The input:
○ ○ ○ ○ ○
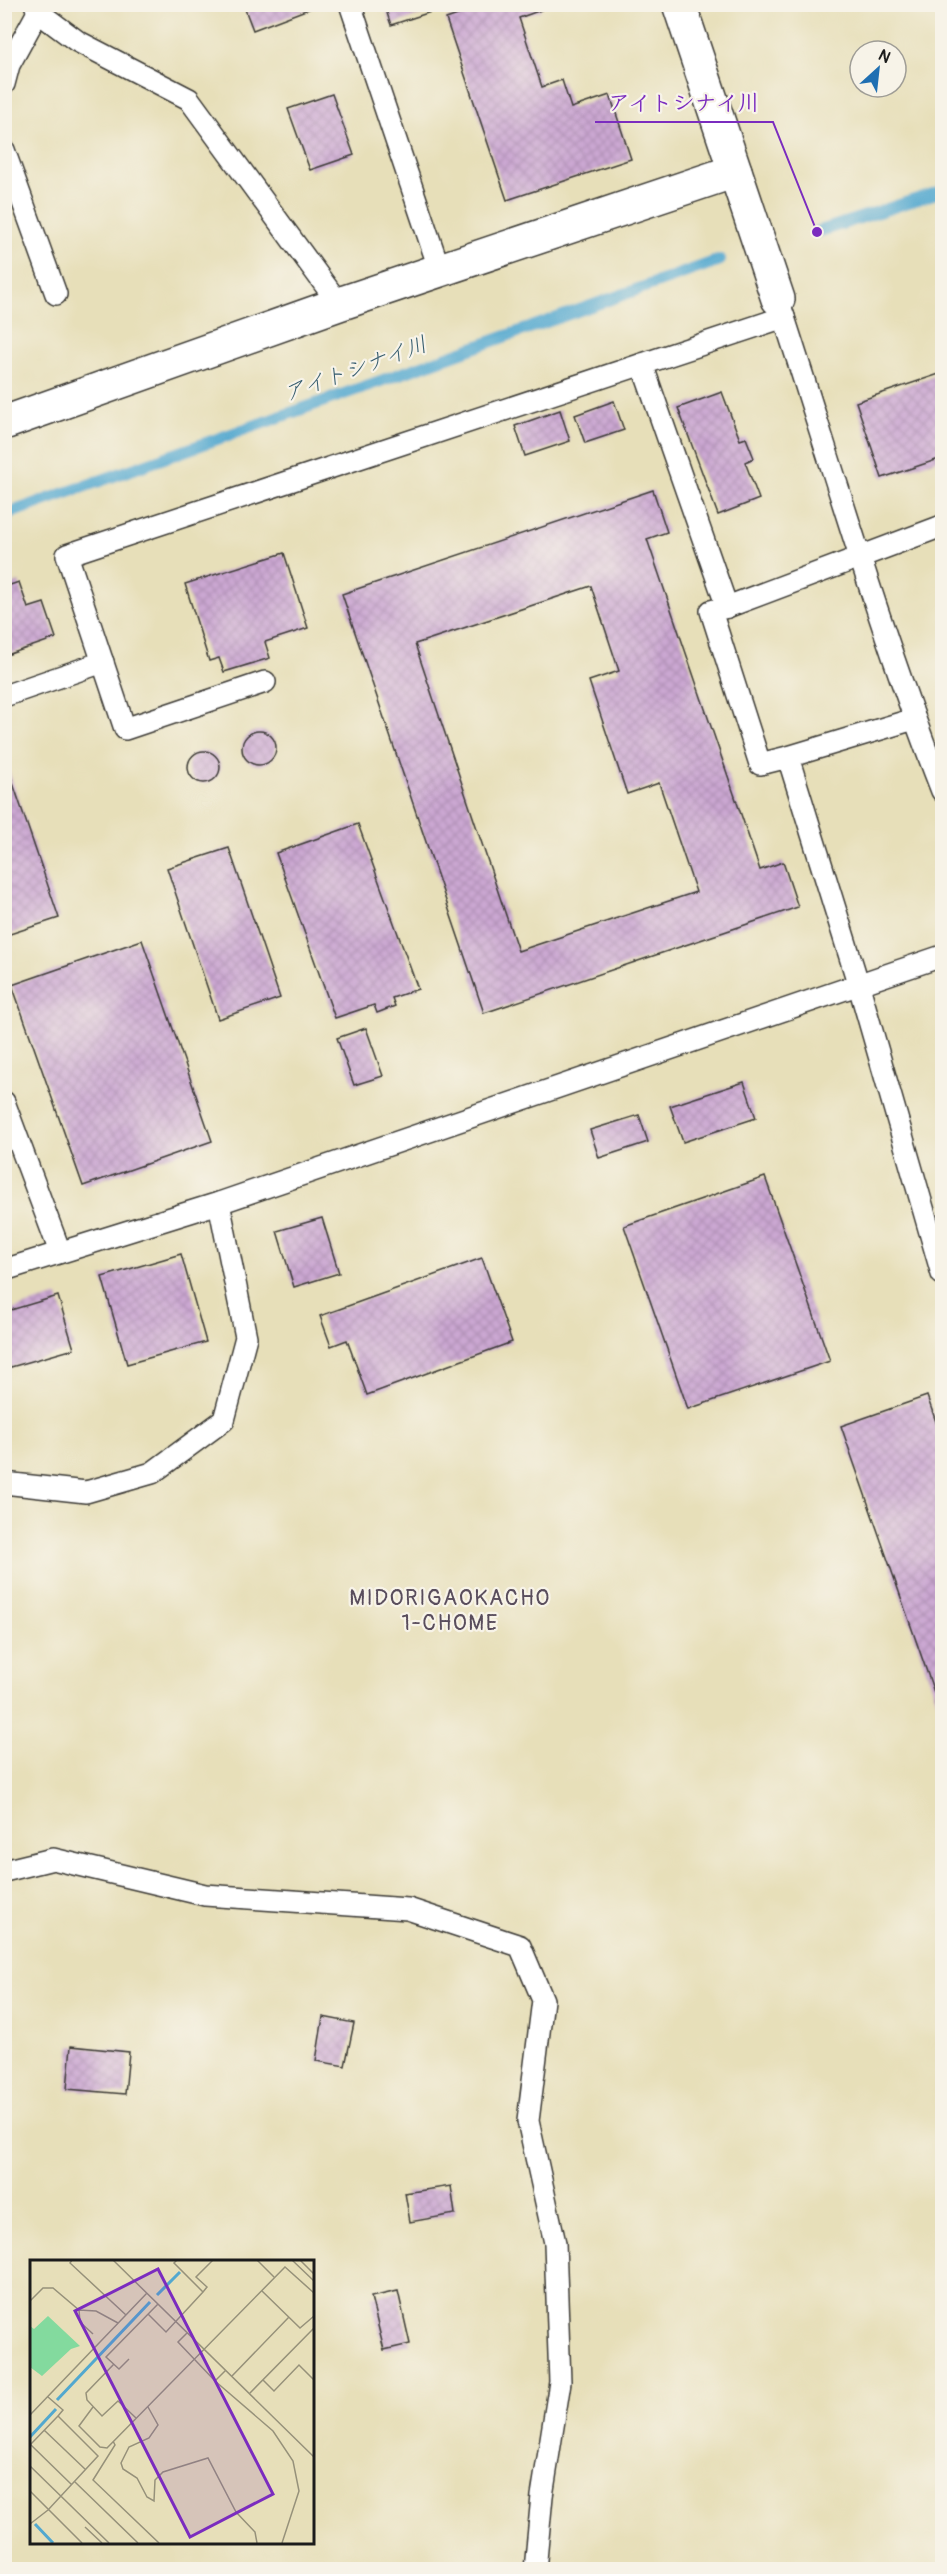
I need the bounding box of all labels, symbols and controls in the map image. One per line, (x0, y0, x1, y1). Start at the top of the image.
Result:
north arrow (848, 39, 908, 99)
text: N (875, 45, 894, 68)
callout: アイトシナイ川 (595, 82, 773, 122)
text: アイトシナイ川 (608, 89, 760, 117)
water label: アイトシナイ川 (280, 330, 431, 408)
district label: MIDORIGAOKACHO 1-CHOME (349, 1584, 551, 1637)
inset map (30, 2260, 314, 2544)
○ ○ ○ ○ ○
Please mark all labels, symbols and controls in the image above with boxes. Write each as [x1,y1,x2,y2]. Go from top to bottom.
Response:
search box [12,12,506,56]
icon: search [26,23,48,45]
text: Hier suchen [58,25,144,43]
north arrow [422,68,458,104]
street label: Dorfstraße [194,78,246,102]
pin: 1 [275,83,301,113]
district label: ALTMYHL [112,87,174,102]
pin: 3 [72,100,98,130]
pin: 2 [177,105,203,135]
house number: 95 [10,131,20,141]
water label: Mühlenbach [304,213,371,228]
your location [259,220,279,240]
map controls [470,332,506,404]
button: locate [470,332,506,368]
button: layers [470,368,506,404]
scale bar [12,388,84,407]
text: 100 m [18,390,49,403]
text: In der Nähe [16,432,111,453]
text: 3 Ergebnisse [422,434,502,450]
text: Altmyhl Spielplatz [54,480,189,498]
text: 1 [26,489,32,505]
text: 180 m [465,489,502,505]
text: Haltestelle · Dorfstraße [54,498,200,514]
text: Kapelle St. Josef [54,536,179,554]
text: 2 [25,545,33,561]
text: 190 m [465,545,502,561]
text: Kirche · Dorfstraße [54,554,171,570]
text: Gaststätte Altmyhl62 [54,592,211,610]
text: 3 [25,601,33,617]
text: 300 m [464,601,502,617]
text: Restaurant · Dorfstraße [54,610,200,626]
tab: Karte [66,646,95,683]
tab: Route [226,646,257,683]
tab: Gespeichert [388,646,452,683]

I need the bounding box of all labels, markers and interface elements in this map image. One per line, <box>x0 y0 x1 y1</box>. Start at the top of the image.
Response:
○ ○ ○ ○ ○
Exercise directions: Please state how many lines in the records above hold the word "need", giving only the number.

Solved exercise: 2